_WORK TO COMPLETE_: Reproduce the records that follow without alteration, apart from removing the pictures.

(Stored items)
=== Section Start ===

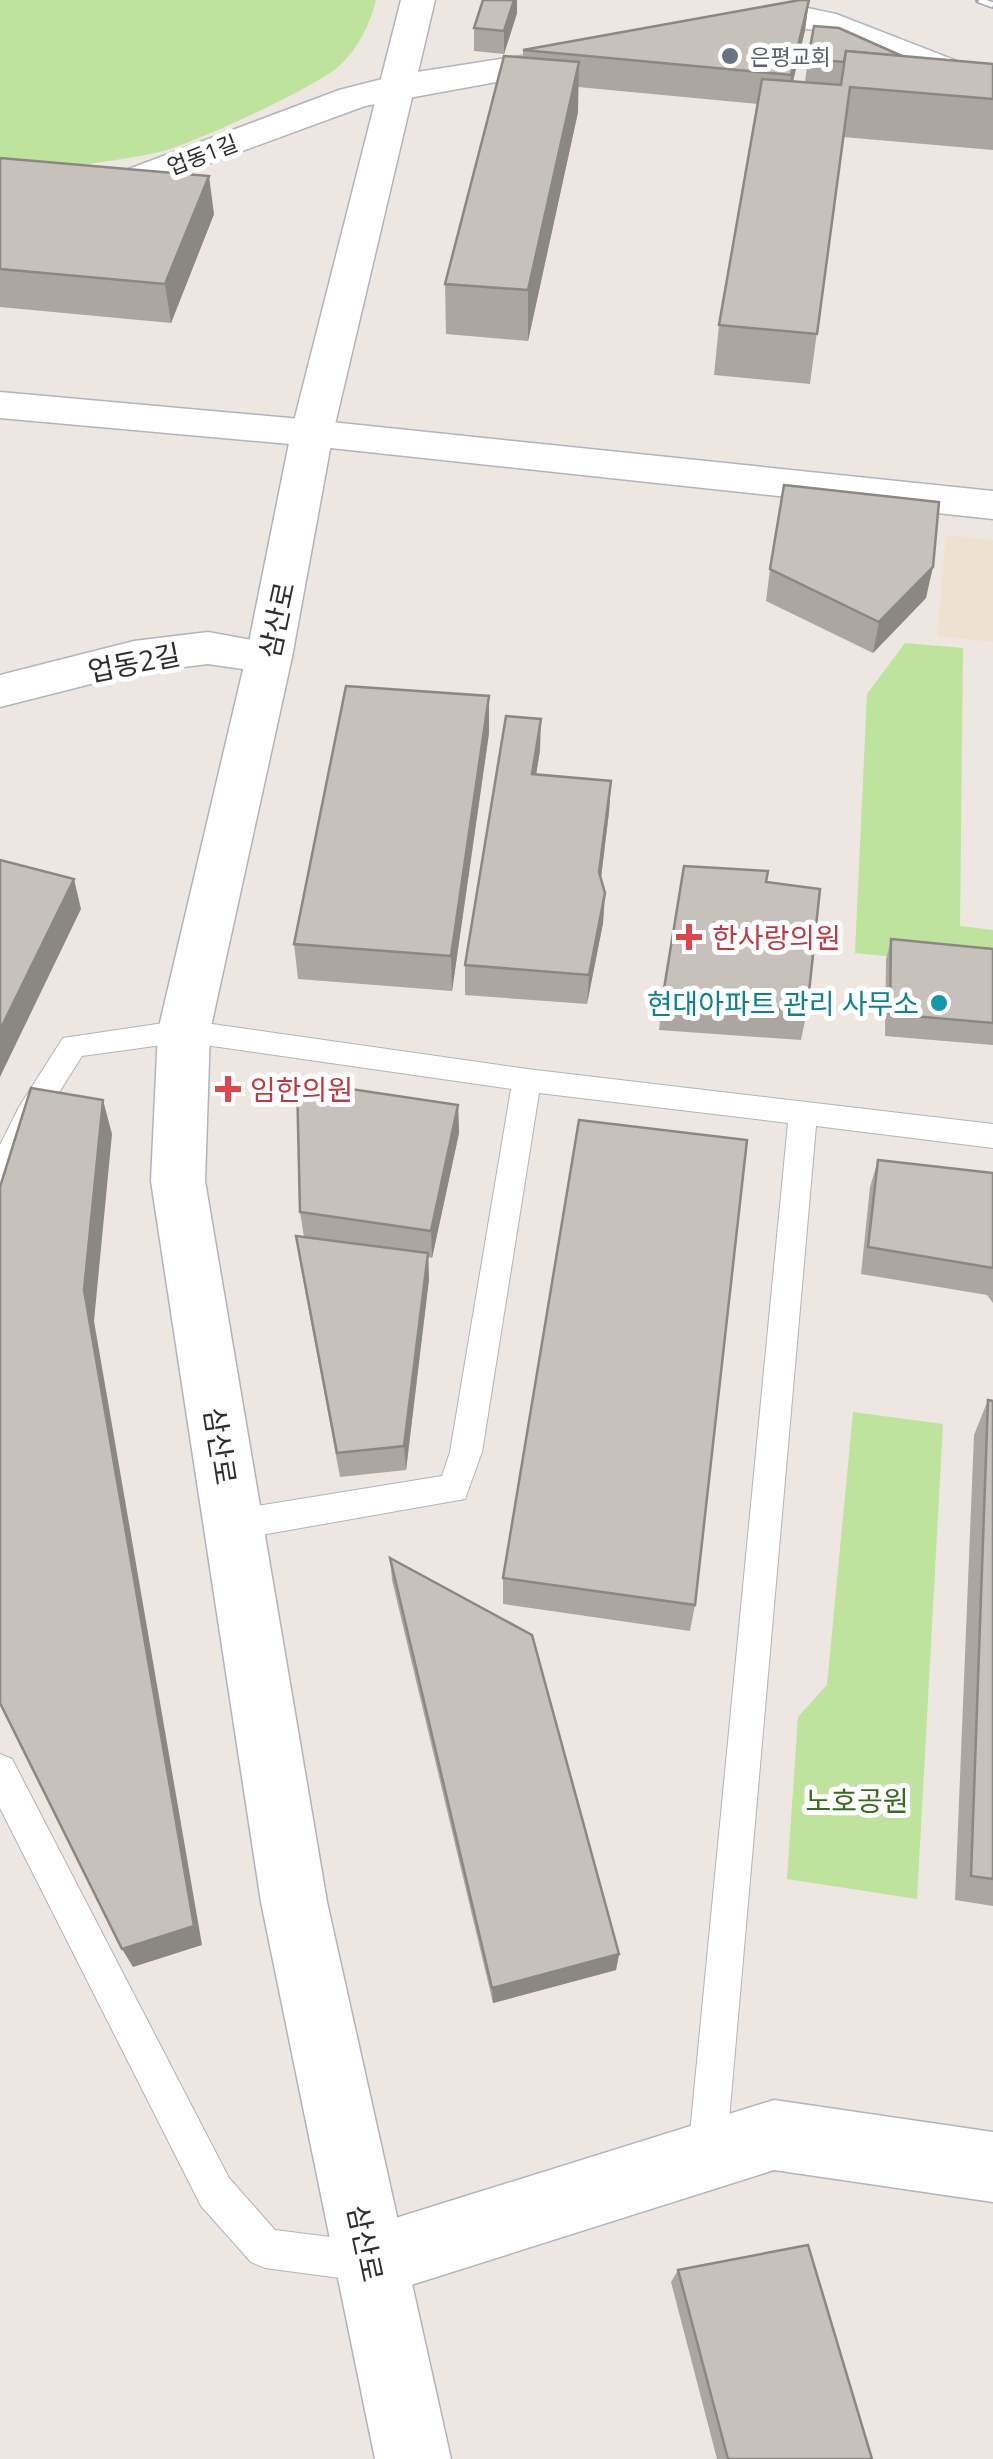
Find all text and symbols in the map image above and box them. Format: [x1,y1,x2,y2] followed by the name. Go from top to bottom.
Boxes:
[750,41,831,71] place label: 은평교회
[719,45,741,67] marker: 은평교회
[162,127,242,181] street label: 업동1길
[249,578,303,662] street label: 삼산로
[85,634,183,690] street label: 업동2길
[712,918,841,956] place label: 한사랑의원
[676,924,702,950] marker: 한사랑의원
[647,984,919,1022] place label: 현대아파트 관리 사무소
[928,992,950,1014] marker: 현대아파트 관리 사무소
[250,1070,353,1108] place label: 임한의원
[215,1076,241,1102] marker: 임한의원
[196,1405,246,1487] street label: 삼산로
[805,1781,909,1819] park label: 노호공원
[339,2201,393,2285] street label: 삼산로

=== Section End ===

_RESPONSE FOR THIS EXERCISE_:
Find all text and symbols in the map image above and box them. Format: [x1,y1,x2,y2] followed by the name. Go from top to bottom.
Boxes:
[750,41,831,71] place label: 은평교회
[719,45,741,67] marker: 은평교회
[162,127,242,181] street label: 업동1길
[249,578,303,662] street label: 삼산로
[85,634,183,690] street label: 업동2길
[712,918,841,956] place label: 한사랑의원
[676,924,702,950] marker: 한사랑의원
[647,984,919,1022] place label: 현대아파트 관리 사무소
[928,992,950,1014] marker: 현대아파트 관리 사무소
[250,1070,353,1108] place label: 임한의원
[215,1076,241,1102] marker: 임한의원
[196,1405,246,1487] street label: 삼산로
[805,1781,909,1819] park label: 노호공원
[339,2201,393,2285] street label: 삼산로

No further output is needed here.